Evernote scraper 7

Continuing from the previous article.

if re.search('---', values) or re.search('pra', values) or re.search('forgot', values):
            lifts_writer.writerow(values_to_row)
            print(values_to_row)
            values_to_row.clear()

if re.search('Tick', values):
    lifts_writer.writerow(values_to_row)
    print(values_to_row)
    values_to_row.clear()

These if statements capture the out of order value and keep the loop of stopping.

1pic.png

Now we have all the data we just need to put the values in the right order again. This is because few of the values are in the wrong order.

The value where it talks about the tick system is a note. So it must be moved to the note column to the end. To do this simply create a simple for loop to inserst more none values into the columns. So the value will shift to the end.

for column in range(6):
          values_to_row.insert(0, None)

The value was pretty easy to sort out, but the problem now is mainly sort out the lifts so they are in the right column.

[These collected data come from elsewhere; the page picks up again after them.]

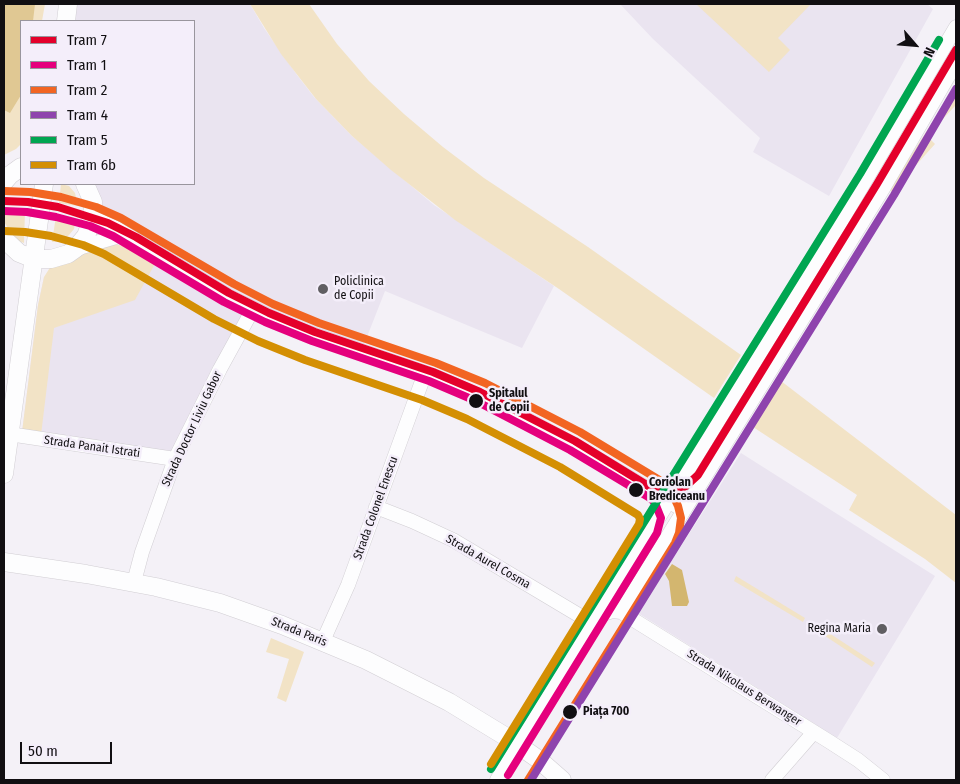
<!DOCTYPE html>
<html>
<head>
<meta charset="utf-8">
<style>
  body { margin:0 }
  #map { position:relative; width:960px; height:784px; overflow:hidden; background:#f4f1f7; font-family:"Fira Sans Condensed",sans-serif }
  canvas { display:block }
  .frame { position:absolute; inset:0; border:5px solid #110f12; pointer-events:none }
  .legend { position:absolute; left:20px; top:20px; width:175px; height:165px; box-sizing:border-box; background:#f4eefa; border:1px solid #99959d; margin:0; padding:6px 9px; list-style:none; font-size:15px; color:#110f12 }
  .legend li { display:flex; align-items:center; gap:10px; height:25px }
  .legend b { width:25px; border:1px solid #99959d }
  .north { position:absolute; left:890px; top:20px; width:50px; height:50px; -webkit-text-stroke:4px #f4eefa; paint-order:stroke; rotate:117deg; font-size:14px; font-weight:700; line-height:20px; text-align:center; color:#110f12 }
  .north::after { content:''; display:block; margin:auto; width:18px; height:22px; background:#110f12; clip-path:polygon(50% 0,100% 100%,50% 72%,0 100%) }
  .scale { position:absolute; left:20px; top:742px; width:92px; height:22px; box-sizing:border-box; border:2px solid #110f12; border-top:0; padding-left:6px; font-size:15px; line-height:18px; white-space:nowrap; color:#110f12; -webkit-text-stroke:4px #f4eefa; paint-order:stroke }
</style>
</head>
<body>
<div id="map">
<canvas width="960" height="784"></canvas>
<div class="frame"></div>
<ul class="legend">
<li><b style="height:6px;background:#e4002b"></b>Tram 7</li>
<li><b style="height:6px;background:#e5007d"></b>Tram 1</li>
<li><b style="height:6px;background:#f26522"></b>Tram 2</li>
<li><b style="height:6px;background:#8e44ad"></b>Tram 4</li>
<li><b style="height:6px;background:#00a651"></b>Tram 5</li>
<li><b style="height:6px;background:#d48f03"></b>Tram 6b</li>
</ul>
<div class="north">N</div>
<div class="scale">50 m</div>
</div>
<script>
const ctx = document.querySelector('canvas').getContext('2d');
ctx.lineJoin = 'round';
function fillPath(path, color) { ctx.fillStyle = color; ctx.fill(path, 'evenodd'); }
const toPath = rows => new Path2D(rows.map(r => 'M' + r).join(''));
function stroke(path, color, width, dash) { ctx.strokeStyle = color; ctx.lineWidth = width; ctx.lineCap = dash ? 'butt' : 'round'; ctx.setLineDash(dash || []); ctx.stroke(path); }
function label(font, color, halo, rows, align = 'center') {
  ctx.font = font + ' "Fira Sans Condensed",sans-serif'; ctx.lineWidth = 5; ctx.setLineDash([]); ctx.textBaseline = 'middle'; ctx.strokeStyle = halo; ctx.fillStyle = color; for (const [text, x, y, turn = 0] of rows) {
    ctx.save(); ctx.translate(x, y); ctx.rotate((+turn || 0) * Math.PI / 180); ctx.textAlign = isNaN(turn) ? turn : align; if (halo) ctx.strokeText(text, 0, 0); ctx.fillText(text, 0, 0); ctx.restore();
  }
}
const built = toPath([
  [69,4,250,4,264,28,297,75,314,97,352,136,434,205,554,286,522,348,385,291,363,347,315,332,229,293,93,215,85,184,194,184,194,21,66,21],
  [620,4,927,4,933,9,829,196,753,152,760,138,653,39],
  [135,248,247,311,174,454,22,432,38,305,44,277],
  [741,453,935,576,837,738,638,613]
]);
const green = toPath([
  [4,4,45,4,42,21,21,21,21,144,16,149,4,155],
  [250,4,309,4,337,44,369,81,404,114,443,147,484,178,588,247,741,355,714,398,559,289,455,220,391,170,352,136,316,99,281,54],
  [696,4,811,4,778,38,790,50,769,72],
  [956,86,956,107,955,106,927,136,935,144,892,192,889,189],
  [61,184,69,186,75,193,78,206,59,203],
  [4,209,25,211,24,243,16,240,4,222],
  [56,216,76,220,74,229,69,235,61,242,52,242],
  [113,244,135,248,157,260,135,300,54,328,41,435,22,432,38,305,44,277,51,266,62,258],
  [781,381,956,515,956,583,925,559,849,510,857,495,753,427],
  [736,576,805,618,803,622,734,581],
  [812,622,875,663,872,667,810,626],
  [271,638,304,652,286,702,277,698,289,659,266,652]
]);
const forest = toPath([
  [4,4,35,4,33,21,21,21,21,95,10,113,4,110]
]);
const water = toPath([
  [672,564,682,570,689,602,687,606,672,606,669,581,665,574]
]);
const minor = toPath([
  [93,217,116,228,228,296,289,326,432,375,504,407,573,444,683,510],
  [74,251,82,247,126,234],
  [9,434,175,459],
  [376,507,412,521,453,540,582,617,589,618,613,611,621,612,830,742,858,760,883,780],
  [134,582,142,552,175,459,220,369,253,309],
  [621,612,884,187,956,63],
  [323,641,348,585,425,373],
  [497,780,842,220,956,27],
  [772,780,814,732]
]);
const major = toPath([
  [66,21,68,4],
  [4,182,10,175,21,167],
  [4,239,19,253,34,259,51,259,68,254,75,249,86,236,92,219,93,202,85,184],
  [4,474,44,184],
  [4,562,86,574,156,587,220,603,282,625,366,660,449,702,508,738,538,759,562,780]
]);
const tram1 = toPath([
  [4,201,28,202,58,207,108,223,136,237,229,293,269,313,315,332,433,372,480,392,575,441,650,487,673,491,686,486,698,475,877,184,956,50]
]);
const tram2 = toPath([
  [4,211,27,212,56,217,90,226,113,236,224,302,265,322,312,341,429,381,476,401,570,450,650,498,655,503,661,518,657,533,508,775]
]);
const tram3 = toPath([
  [4,191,30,192,61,197,96,207,121,218,234,284,273,304,319,323,436,363,485,383,580,432,661,481,671,491,678,506,681,518,679,533,675,543,528,780]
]);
const tram4 = toPath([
  [531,780,894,195,956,89]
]);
const tram5 = toPath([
  [491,769,860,174,939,40]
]);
const tram6 = toPath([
  [4,231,25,232,51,236,83,245,104,254,214,319,258,341,305,360,422,400,467,419,560,467,638,515,640,519,639,524,491,764]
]);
const markers = [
  [323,289,6,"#605e62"],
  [476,401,8,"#110f12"],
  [636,490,8,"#110f12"],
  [882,629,6,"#605e62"],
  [570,712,8,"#110f12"]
];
const poiNames = [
  ["Policlinica",334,282],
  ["de Copii",334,296],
  ["Regina Maria",871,629,"right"]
];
const stopNames = [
  ["Spitalul",489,394],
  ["de Copii",489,408],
  ["Coriolan",649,483],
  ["Brediceanu",649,497],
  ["Piața 700",583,712]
];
const streetNames = [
  ["Strada Doctor Liviu Gabor",192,429,-65],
  ["Strada Panait Istrati",92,447,8],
  ["Strada Colonel Enescu",376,508,-70],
  ["Strada Aurel Cosma",488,562,30],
  ["Strada Paris",299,632,22],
  ["Strada Nikolaus Berwanger",744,688,32]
];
fillPath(built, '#eae4f0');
fillPath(green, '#f2e3c6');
fillPath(forest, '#e0c893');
fillPath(water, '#d3b66f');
stroke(minor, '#d1ced3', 15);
stroke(major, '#d1ced3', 19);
stroke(minor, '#fdfdfe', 14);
stroke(major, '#fdfdfe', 18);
stroke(tram1, '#e4002b', 8);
stroke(tram2, '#e5007d', 8);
stroke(tram3, '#f26522', 8);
stroke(tram4, '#8e44ad', 8);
stroke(tram5, '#00a651', 8);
stroke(tram6, '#d48f03', 8);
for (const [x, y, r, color] of markers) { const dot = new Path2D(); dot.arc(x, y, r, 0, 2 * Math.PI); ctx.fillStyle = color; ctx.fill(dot); stroke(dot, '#f4eefa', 2); }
label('12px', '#110f12', '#f4eefa', poiNames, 'left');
label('bold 12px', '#110f12', '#f4eefa', stopNames, 'left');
label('12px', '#110f12', '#f4eefa', streetNames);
</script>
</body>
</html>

I tried sorting one lift out using this code:

if regex_bench.search(values_to_row[2]):
                 values_to_row.insert(2, 'TEST')
                 values_to_row.insert(3, 'TEST')

But the problem is the position of the bench values changes so will not be correct all the time.

for line in values_to_row:
                if regex_bench.search(line):
                    print('POSTION OF VALUE:')
                    IndexValue = values_to_row.index(line)
                    print(values_to_row.index(line))
                    values_to_row.insert(IndexValue + 1 'TEST')
                    values_to_row.insert(IndexValue - 1, 'TEST')

So I tried this solution which will make it more generalised as the position is based on the index of the value. This did not place the value in the correct places but with a minor change to the insert function It was able to work

values_to_row.insert(IndexValue, 'TEST')
                    values_to_row.insert(IndexValue + 1, 'TEST')

So next step was to do the other lifts.

elif regex_deadlift.search(line):
                print('POSTION OF VALUE:')
                IndexValue = values_to_row.index(line)
                print(values_to_row.index(line))
                values_to_row.insert(IndexValue - 1, 'TEST')
                break

Was code for the deadlift. But even though some of the values were in the correct order. I notice this way of coding the solution to sort out the values will not work. As new values will be inserted into the row to previous position will be undone. As the values will be shifted again.        

Trying to replace the values_to_row.append(values) in the if statements did not work. First try simply did not do anything. Secord time tried to make a loop which would shift values if the it did not match the regex.



elif regex_press.search(values):
                # try:
                #     for value in values_to_row:
                #         if value != regex_press.search(values):
                #             values_to_row.insert(2, 'TEST')
                # except IndexError as error:
                #     print(error)
                #     continue

The problem is that it got stuck in the loop so it did not move on to sort out the next values in the list. So I went to move back to the if len(values_to_row) > 3 if statement to add to the sorting code.

 I was able to write some fairly successful code to sort out the bench values.

if regex_bench.search(values_to_row[2]):
                values_to_row.insert(4, values_to_row[2])
                values_to_row.pop(2)
                values_to_row.insert(2, 'TEST')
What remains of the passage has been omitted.